National Treasure #152: Athabasca Sand Dunes

So I was looking for famous Canadian animals – you know, like Northern Dancer – and finding instead only entries for famous Canadian animals – you know, like the caribou, beaver, lynx, and moose. From there it was a short step to lists of Canadian flora and fauna on a site called . . . wait for it . . . Living National Treasures!

Well. Clearly this was Meant to Be. And Be it certainly will, at another time. Because in perusing the list of endemic (i.e. not found anywhere else) mammals, birds, fish, insects, other invertebrates, vascular plants, and moss (just one), I followed a link to “an area especially important for endemic plants in Canada”: the Athabasca Sand Dunes.

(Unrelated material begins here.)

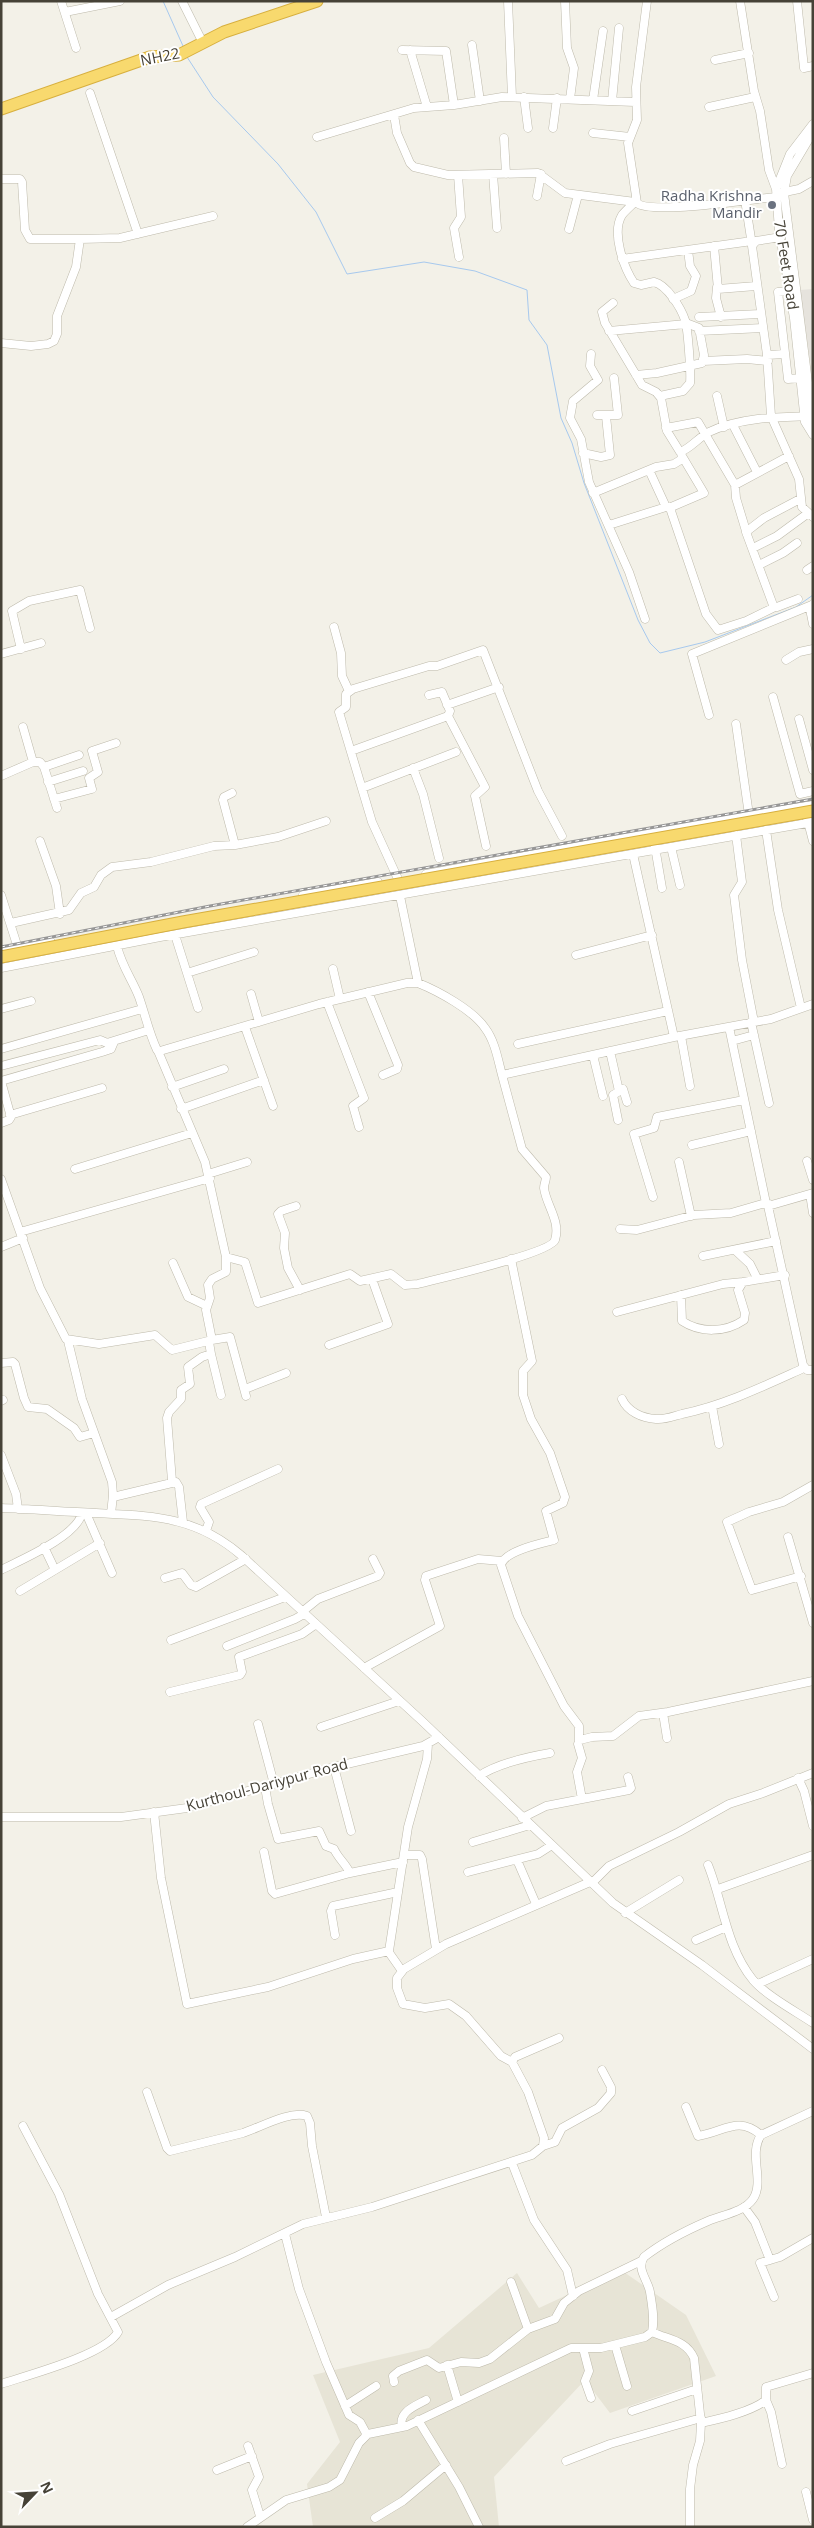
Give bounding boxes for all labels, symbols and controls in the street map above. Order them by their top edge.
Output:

And I had never heard of them. You?

Here are some bits about this unique geological feature from the entry about them in the Encyclopedia of Saskatchewan, about which I had also never heard. You?

What They Are

Sand dunes reaching heights of 30m and lengths from 400m to 1,500m

Where They Are

NW Saskatchewan on the south shore of Lake Athabasca

How Long They Are

About 100 km

When They Were Formed

About 8,000 years ago during the last glacial period

Why Anyone Cares

More than one reason:

  • Size – the largest area of active sand dunes in North America
  • Location – the most northerly active dunes in the world
  • Beauty – spectacular and expansive dune formations, many of which are unstable (i.e. prone to shifting with the wind)
  • Physical variety – braided river channels, beach ridges, inland river deltas, desert pavement, moraines, eskers, and kettle lakes
  • Ecological variety – as many as 70 rare plant species, 10 of which are endemic

How They’re Being Protected

1973 – Government of Saskatchewan made them a Crown Reserve.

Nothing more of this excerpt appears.